Standardized tests only allow for one type of learner to succeed and do not engage students. Standardized tests force teachers to cram only the pieces of information that are going to be on the test into a semester. This causes the teacher to be unable to experiment with different ways to teach the class because they are too busy worrying about fitting in all the material they need to cover in order for the students to pass the final exam. This unfortunately results in the majority of students becoming bored over the endless PowerPoints and the monotonous drone of the teacher’s voice reciting mindless facts about the subject area.
Standardized tests provide only one way to measure a student’s ability to learn. Standardized tests do not take into consideration the student that does not do well on multiple choice, fill-in-the blank tests.
Standardized tests only measure the student’s ability to commit to memory the specified information that will be covered on the test for a short period of time, just long enough for the student to pass the test. This leads to lowering the standards and the expectations of students. If standardized tests continue to be used as a valid measurement of learning, students will only receive an education in memorization and not in learning content needed to be successful.

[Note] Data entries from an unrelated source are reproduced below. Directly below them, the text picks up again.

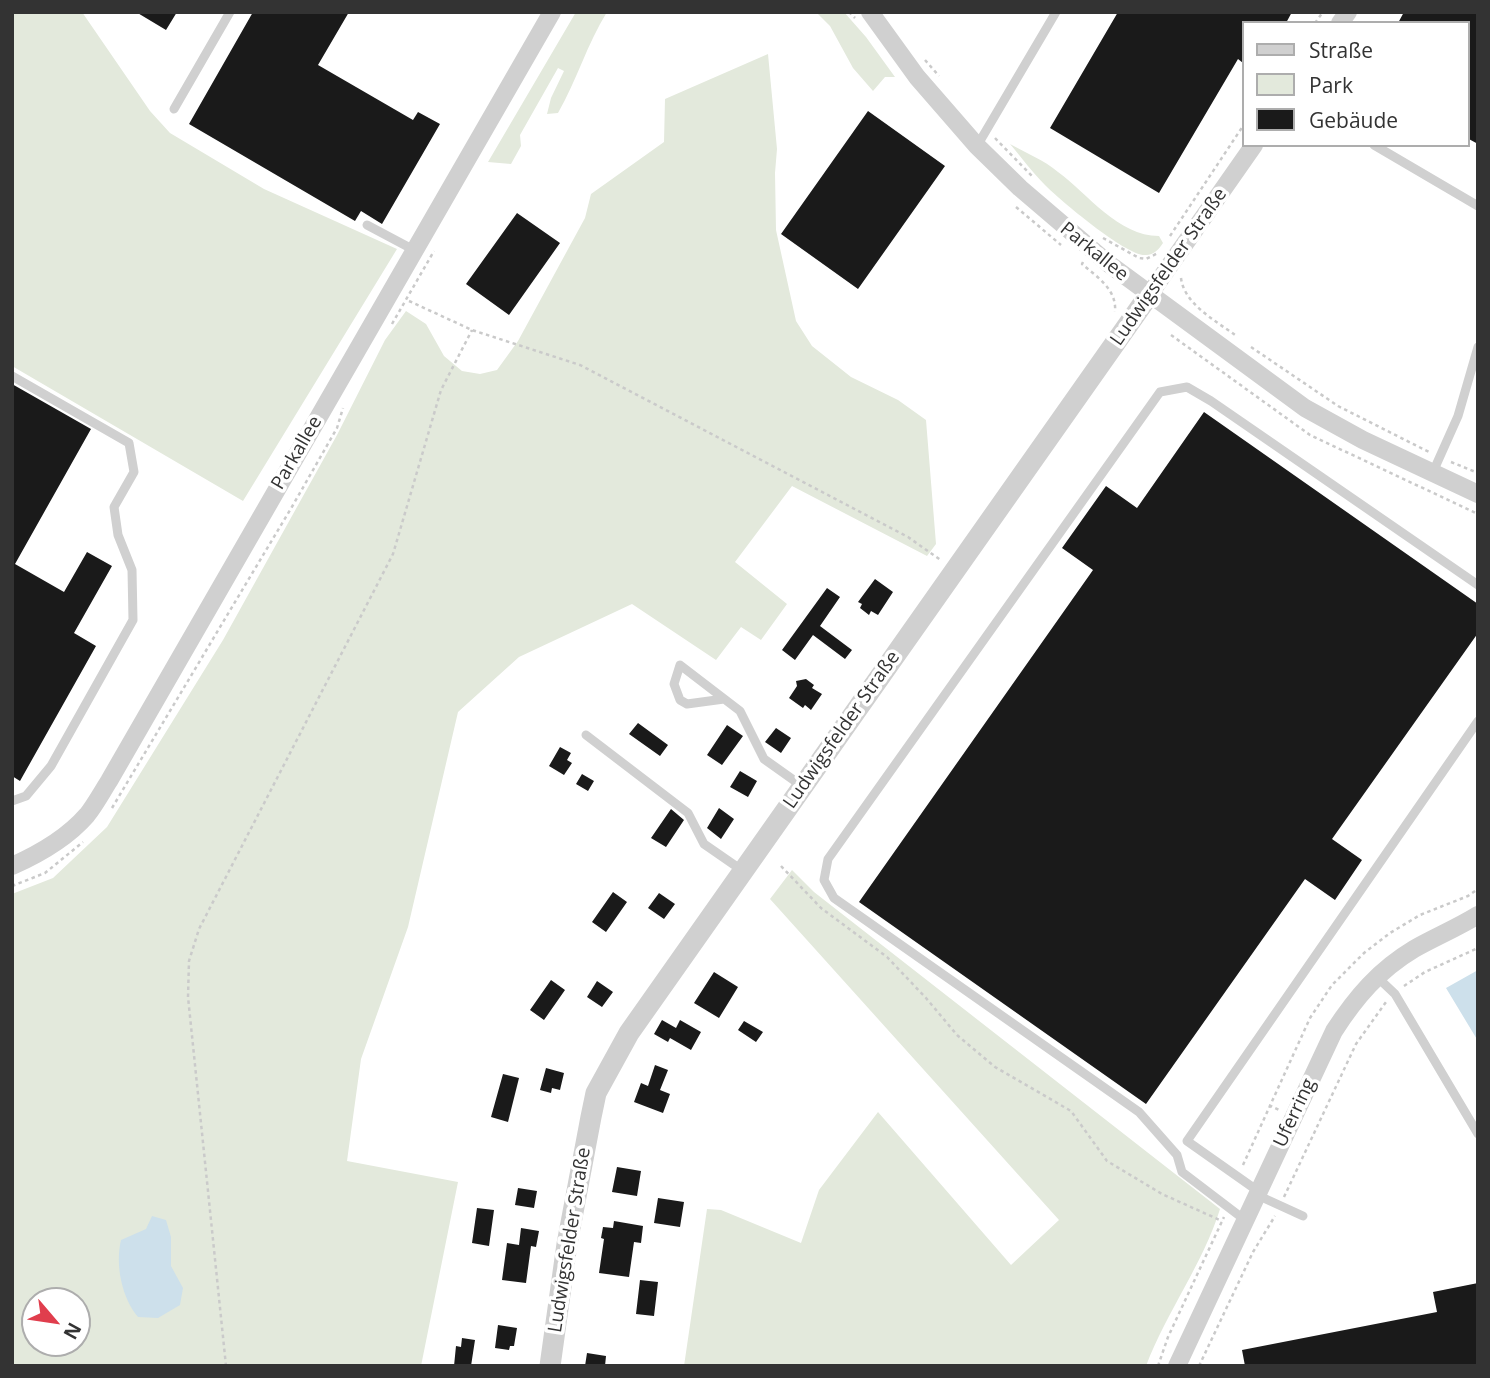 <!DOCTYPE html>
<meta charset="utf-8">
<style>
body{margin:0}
#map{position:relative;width:1490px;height:1378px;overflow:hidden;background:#fff;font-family:"Open Sans",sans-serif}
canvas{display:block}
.frame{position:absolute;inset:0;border:14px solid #333;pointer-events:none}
.legend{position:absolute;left:1242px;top:21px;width:228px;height:126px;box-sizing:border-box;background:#fff;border:2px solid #adadad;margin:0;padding:9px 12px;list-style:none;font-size:21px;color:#333}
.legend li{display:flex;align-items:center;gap:14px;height:35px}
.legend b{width:35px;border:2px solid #adadad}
.north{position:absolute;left:21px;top:1287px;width:70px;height:70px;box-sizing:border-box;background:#fff;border:2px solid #adadad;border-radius:50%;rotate:119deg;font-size:19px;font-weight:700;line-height:28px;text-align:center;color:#333}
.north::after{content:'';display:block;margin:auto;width:24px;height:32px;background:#e03e4d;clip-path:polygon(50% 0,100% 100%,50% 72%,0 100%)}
</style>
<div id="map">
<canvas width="1490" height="1378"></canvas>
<div class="frame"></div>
<ul class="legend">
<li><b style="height:9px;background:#d0d0d0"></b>Straße</li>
<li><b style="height:19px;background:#e3e9dc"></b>Park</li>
<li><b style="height:19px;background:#1a1a1a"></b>Gebäude</li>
</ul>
<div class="north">N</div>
</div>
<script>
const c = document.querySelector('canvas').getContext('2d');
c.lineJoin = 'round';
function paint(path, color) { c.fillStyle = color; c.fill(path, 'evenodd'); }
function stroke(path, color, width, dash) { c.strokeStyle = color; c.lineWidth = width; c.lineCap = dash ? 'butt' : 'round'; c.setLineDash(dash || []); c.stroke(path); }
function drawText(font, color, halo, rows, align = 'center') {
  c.font = font + ' "Open Sans",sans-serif'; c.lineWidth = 7; c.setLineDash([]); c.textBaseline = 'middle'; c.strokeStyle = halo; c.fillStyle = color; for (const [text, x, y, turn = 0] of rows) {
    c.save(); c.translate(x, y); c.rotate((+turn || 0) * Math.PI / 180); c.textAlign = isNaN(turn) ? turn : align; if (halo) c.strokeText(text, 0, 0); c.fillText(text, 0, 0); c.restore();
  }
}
const green = new Path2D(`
 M12,12H82L150,111L170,133L264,189L397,249L243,501L12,366Z
 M576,12H607C587,44 577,80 558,113L547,114L551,98L564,71L558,68L520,135L521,146L511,164L488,162Z
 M816,12H844L866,37L895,77H885L873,91L853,68L830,26Z
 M768,54L777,149L775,173L776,230L796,321L812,346L851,377L898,400L926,420L936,544L927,556L792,486L735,562L787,604L761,640L741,627L716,660L632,604L519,657L458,712L408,927L361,1059L347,1161L458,1182L421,1366H12V894L53,878L107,827L223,640L337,435L385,340L406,311L426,324L444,356L462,371L480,374L497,370L518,341L585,218L591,194L664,142L665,99ZM35,1301H77V1343H35Z
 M1010,144C1026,153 1044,160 1058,172C1088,194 1118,236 1159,236L1163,243C1159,249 1154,255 1146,255C1127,257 1060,200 1045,185C1032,172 1022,158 1010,144Z
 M792,870L814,892L1220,1209C1203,1264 1167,1311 1146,1366H684L707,1209L721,1210L801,1243L819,1190L878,1112L1011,1265L1059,1220L770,899Z`);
const water = new Path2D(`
 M1478,970V1041L1446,988Z
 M152,1216L166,1220L171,1237V1266L183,1288L180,1305L158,1318L138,1317C122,1298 115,1265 121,1240L146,1229Z`);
const building = new Path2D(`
 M136,12H177L166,30Z
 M253,12H349L318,65L413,120L418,112L440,124L382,224L361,211L355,221L189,124Z
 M1118,12H1292L1286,23H1243V63L1238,59L1159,193L1050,128Z
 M1404,12H1478V144L1467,138V23H1398Z
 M868,111L945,166L858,289L781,234Z
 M517,213L560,243L509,315L466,284Z
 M12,384L91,429L15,564L64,592L87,552L112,566L74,633L96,646L20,781L12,776Z
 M1204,412L1478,604V633L1332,839L1362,860L1335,900L1305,879L1146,1104L859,902L1093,570L1062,548L1106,486L1137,508Z
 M875,579L893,592L878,615L871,611L869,615L860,608L862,604L858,602Z
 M827,588L840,597L820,626L852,650L845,659L813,635L795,660L782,650Z
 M806,679L814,685L812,688L822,694L811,710L805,705L803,708L789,698L797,686L796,681Z
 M638,723L668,745L660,756L629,734Z
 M727,725L743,736L722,765L707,755Z
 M776,728L791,738L781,753L765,742Z
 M560,747L571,753L567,760L572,763L564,775L549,766Z
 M740,771L757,781L748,797L730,787Z
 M582,774L594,781L588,791L576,784Z
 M719,808L734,819L721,839L707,828Z
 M671,809L684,820L666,847L651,838Z
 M613,892L627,902L606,932L592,922Z
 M659,893L675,904L664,919L648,908Z
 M714,972L738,987L719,1018L694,1003Z
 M551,980L565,990L544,1020L530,1010Z
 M597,981L613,992L602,1007L587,997Z
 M662,1020L676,1028L680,1020L701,1032L691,1050L670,1038L668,1042L654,1034Z
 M744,1021L763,1032L756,1042L738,1030Z
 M655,1065L668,1070L660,1090L670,1094L663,1113L634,1102L641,1083L648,1086Z
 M546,1068L564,1073L560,1090L552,1088L551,1093L540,1090Z
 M503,1074L519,1078L508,1122L491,1117Z
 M617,1167L641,1171L637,1196L612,1192Z
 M518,1188L537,1191L534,1208L515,1205Z
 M658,1198L684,1202L680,1227L654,1223Z
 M477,1208L494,1210L489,1246L472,1243Z
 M614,1221L643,1226L641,1243L634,1242L629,1277L599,1273L604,1239L601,1238L603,1227L613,1228Z
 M521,1228L539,1231L536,1247L531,1246L526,1283L502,1280L507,1243L519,1245Z
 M640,1280L658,1282L654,1316L636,1314Z
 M1478,1283V1366H1245L1242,1350L1437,1312L1433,1292Z
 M498,1325L517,1328L514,1346H510L509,1350L495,1348Z
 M462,1338L475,1340L471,1366H454L456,1346L461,1347Z
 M587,1353L606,1356L605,1366H585Z`);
const path = new Path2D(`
 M849,12L855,18
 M1315,23L1323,12
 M925,60L939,76
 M995,138L1032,176
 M1016,207L1061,245
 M1170,236L1243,126
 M1103,238L1139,258L1146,259L1158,253
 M1083,262L1082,264C1097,277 1117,289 1115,312
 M1181,278C1184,304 1216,321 1235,335
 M409,301L472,330L580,365L908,537L942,561
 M392,324L434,251
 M1171,335L1310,435L1478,514
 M1251,347L1338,406L1429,452
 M1451,462L1478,473
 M112,808L293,505L337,428L343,408
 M781,866L821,908L887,957L926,998L957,1035L995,1067L1071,1111L1107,1161L1162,1194L1222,1221
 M12,886L45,873L83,842
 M1404,986L1425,972L1478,948
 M1269,1105L1281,1111
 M1243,1165L1310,1018L1332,985L1364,953L1390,933L1420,915L1468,896L1478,889
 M1284,1197L1356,1044L1386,1002
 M226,1366L188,997L189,961L199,929L393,554L441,390L472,330
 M1158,1366L1168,1337L1224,1217
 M1199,1366L1253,1252L1275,1216`);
const service = new Path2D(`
 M174,109L230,12
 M1374,145L1478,206
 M977,146L1056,12
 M367,225L414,250
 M12,376L129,443L134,472L114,507L118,535L132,570L133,620L51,766L26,796L12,801
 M1433,472L1458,416L1478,347
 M724,699L687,704L680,700L674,684L680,665L740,711L764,759L802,786
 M586,735L688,813L704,844L743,871
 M1376,976L1395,994L1478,1134
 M1258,1191L1187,1141L1478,721
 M1257,1195L1303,1216
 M1245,1220L1182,1172L1177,1155L1139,1112L834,898L824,880L828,859L1160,392L1187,387L1211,401L1478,585`);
const minor = new Path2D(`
 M870,12L917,77L977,146L1020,188L1109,264L1305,408L1363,440L1478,494
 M1340,23L1348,12
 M1149,295L1254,145
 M12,866C39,854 68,837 87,815C95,805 102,792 109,781L552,12
 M1177,1366L1334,1031C1356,997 1379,970 1414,949C1435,937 1457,928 1478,915`);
const tertiary = new Path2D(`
 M550,1366L567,1244L591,1117L596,1093L629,1033L1149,295`);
const streetNames = [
 ["Parkallee",1094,252,39],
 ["Ludwigsfelder Straße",1169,267,-55],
 ["Parkallee",297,453,-60],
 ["Ludwigsfelder Straße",842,730,-55],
 ["Uferring",1295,1113,-65],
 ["Ludwigsfelder Straße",570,1240,-81]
];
paint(green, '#e3e9dc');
paint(water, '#cde0eb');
paint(building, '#1a1a1a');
stroke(path, '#cacaca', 2.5, [3.5, 3.5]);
stroke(service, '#d0d0d0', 9);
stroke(minor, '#d0d0d0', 18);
stroke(tertiary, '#d0d0d0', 21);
drawText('19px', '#333', '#fff', streetNames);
</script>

Fast forward to college, where students are expected to already have knowledge for the professors to build on. When they have spent their entire time learning to the test in grade school, it causes problems.
Professors expect us to know how to read, write and at least do basic algebra and geometry. Since so many of us got through standardized tests by memorizing things, or using the old “plug and chug” method, we are dismayed when we have to actually know things.
The problem isn’t that students are getting less intelligent, it’s that the standardization of our education didn’t allow for growth. Sure, there are advanced classes in high school, but those are only for students who show an aptitude for the specific subject.
Because most of us weren’t challenged in public school, we have a difficult time understanding what our professors want from us. This is where it all falls apart. Professors are forced to go back to the basics that we should already know, rather than covering new, more advanced material.
The staff at Whim urges Radford University’s students to understand that their professors aren’t being rude when they expect more from their students than they’re getting. We also hope that in the future standardized tests will be a thing of the past, so that public schools can send off students that are prepared for college.